Then the auction kicks into overboost. Renault’s motorsport legacy takes centre stage with a fleet of fire-breathing Formula 1 machines from the Turbo Years (1981-1985). We’re talking RS01s, RE27Bs, RE60s — yellow rockets that once howled down Silverstone and Spa with names like Arnoux, Jabouille, and Prost stitched on their cockpits.

This was the era when Renault, against all common sense, shoved a turbocharger onto an F1 car and rewrote the rulebook. In 1979, Jabouille’s win at Dijon wasn’t just a victory — it was the sound of the future spooling up. Some of these cars come with their original technical notebooks from Viry-Châtillon — the sacred scrolls of the turbo age.

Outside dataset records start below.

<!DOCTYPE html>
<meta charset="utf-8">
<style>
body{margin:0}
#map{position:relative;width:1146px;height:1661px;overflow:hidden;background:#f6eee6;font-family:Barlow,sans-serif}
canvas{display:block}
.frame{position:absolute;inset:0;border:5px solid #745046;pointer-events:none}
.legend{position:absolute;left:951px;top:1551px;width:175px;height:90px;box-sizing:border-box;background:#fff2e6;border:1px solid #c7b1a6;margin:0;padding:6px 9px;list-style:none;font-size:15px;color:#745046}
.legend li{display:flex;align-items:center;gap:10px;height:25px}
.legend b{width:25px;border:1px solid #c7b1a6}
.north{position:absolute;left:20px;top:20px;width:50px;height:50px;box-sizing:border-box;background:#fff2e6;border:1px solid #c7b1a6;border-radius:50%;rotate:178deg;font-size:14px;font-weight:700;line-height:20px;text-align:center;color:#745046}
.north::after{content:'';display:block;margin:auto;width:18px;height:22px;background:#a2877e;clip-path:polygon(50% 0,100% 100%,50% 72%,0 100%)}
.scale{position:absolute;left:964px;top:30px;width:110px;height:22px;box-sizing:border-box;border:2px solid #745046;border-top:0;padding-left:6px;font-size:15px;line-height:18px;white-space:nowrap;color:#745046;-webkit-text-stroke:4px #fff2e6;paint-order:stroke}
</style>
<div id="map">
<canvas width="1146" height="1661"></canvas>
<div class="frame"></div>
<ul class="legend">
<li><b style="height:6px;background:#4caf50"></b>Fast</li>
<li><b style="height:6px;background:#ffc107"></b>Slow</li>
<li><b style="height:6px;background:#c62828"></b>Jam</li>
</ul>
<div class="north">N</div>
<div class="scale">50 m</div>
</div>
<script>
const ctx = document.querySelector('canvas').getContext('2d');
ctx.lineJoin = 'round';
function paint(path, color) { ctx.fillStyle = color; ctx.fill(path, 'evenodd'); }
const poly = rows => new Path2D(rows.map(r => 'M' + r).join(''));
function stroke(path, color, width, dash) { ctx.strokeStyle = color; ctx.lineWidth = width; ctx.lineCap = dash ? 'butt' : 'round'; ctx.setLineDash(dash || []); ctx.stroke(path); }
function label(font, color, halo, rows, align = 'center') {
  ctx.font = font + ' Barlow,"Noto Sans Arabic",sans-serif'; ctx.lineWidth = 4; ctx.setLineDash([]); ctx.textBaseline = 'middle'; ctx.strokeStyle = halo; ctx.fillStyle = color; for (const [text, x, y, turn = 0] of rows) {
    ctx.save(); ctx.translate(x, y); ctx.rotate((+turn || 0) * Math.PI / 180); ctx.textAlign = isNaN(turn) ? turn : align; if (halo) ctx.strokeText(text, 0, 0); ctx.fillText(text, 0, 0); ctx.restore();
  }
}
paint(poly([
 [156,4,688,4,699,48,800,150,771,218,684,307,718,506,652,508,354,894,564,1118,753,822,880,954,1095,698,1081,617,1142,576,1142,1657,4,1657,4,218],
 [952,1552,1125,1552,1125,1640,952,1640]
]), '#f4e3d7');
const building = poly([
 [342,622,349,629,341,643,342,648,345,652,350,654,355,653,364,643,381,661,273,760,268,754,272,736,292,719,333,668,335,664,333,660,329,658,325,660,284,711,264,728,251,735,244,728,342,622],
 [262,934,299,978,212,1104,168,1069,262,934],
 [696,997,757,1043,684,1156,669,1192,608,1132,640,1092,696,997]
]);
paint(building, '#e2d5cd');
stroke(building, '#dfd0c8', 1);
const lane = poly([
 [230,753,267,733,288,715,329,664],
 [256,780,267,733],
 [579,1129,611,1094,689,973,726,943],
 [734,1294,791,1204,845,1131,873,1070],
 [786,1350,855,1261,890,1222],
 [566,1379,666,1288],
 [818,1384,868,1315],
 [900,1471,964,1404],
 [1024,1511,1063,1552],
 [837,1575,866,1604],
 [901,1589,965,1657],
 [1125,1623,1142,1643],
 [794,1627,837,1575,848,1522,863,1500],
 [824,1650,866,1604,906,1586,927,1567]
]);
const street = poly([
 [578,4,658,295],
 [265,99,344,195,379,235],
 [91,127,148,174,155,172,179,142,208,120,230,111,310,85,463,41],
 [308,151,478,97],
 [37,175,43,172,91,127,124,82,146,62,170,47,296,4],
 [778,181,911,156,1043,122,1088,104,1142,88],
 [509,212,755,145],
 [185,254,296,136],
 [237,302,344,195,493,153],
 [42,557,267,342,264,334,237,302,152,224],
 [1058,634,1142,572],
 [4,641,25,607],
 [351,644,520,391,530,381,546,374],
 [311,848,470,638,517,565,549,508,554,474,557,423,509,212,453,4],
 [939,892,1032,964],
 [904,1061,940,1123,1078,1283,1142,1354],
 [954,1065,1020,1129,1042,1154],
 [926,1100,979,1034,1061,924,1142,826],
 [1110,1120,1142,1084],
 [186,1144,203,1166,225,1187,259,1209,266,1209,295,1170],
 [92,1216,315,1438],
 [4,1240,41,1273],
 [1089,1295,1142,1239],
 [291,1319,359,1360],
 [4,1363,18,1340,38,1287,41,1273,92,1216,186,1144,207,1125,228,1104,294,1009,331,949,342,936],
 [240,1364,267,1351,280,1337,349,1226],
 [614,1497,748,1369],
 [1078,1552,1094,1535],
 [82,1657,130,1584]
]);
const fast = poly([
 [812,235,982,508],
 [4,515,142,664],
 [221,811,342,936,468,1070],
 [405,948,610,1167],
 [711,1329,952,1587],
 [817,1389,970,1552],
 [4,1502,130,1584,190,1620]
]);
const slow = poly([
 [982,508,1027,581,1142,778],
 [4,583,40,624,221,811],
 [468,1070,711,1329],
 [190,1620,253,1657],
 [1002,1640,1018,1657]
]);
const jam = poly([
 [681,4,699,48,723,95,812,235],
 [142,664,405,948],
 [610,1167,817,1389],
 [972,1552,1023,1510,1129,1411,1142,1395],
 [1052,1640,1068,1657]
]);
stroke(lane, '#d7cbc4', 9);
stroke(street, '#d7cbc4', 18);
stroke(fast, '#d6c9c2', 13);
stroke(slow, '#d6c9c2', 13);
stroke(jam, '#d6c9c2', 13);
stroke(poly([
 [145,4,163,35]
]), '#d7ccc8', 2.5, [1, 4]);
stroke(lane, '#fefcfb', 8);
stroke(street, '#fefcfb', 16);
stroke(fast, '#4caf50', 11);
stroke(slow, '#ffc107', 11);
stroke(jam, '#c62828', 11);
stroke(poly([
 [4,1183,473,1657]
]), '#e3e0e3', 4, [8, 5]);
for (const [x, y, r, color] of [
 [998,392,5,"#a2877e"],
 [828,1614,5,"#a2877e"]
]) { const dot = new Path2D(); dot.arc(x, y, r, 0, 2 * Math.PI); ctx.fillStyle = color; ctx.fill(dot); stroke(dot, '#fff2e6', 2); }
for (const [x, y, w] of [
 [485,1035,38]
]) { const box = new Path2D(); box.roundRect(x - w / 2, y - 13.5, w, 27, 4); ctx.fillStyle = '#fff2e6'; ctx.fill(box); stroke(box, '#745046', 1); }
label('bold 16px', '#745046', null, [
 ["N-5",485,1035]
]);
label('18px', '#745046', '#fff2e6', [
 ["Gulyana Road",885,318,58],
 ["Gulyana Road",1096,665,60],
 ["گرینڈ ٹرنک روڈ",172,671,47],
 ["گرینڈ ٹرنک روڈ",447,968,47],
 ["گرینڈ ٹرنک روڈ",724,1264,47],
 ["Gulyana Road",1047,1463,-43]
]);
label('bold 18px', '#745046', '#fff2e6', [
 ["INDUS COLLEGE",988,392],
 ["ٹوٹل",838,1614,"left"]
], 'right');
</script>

Le Mans Legends and Rally Royalty

Endurance fans will drool over the Alpine A442, chassis 0 — the original that thundered through Imola, the Nürburgring, and Le Mans in the mid-’70s. Its yellow-and-black livery still whispers of 24-hour heroics and champagne at dawn.

Maxi Turbo 5 prototype B0

And then there’s the dirt-slinging end of the spectrum: rally icons like the Maxi Turbo 5 prototype B0 and the Renault 5 GT Turbo Bandama. The latter still wears actual Bandama red earth in its wheel arches — honest battle scars from a time when drivers had moustaches, nerves of steel, and very little suspension travel.

Everyman Icons

Not everything here screams down Mulsanne Straight or climbs Alpine passes at full chat. Renault’s people’s cars get their time in the spotlight too: the 4CV, Floride “Disney”, and Clio Williams all line up, polished but proud of their working-class roots. The R5 Police even adds a touch of French flair to the gendarmerie’s glory days. Some are fully restored; others wear their patina like a well-loved leather jacket.

4CV

The Artefacts of Imagination

And because Renault has always been more than a carmaker — equal parts dreamer, designer, and occasional lunatic — the auction also includes the weird and wonderful.
Wind-tunnel mock-ups of R4s, Twingos, and concepts that never were.
A crate-fresh Renault Elf V6 Turbo EF15 — the very engine that powered Ayrton Senna’s Lotus at Detroit and Adelaide in 1986.
Even a “Reinastella” flying saucer built with EuroDisney, because why the hell not?

A Museum in Motion

This auction isn’t a clear-out — it’s a declaration. Renault isn’t dusting off the past; it’s rebooting it. The Flins-sur-Seine centre will soon serve as a living museum, celebrating 125 years of progress, personality, and persistence.

For collectors, December 7th will be more than an opportunity to buy a car — it’ll be a chance to own a slice of French industrial poetry. For the rest of us, it’s a reminder that Renault, for all its quirks and experiments, has always been one thing above all: bold.

Because in a world of electric anonymity, a 1980s turbo F1 car still screams louder than any algorithm ever will.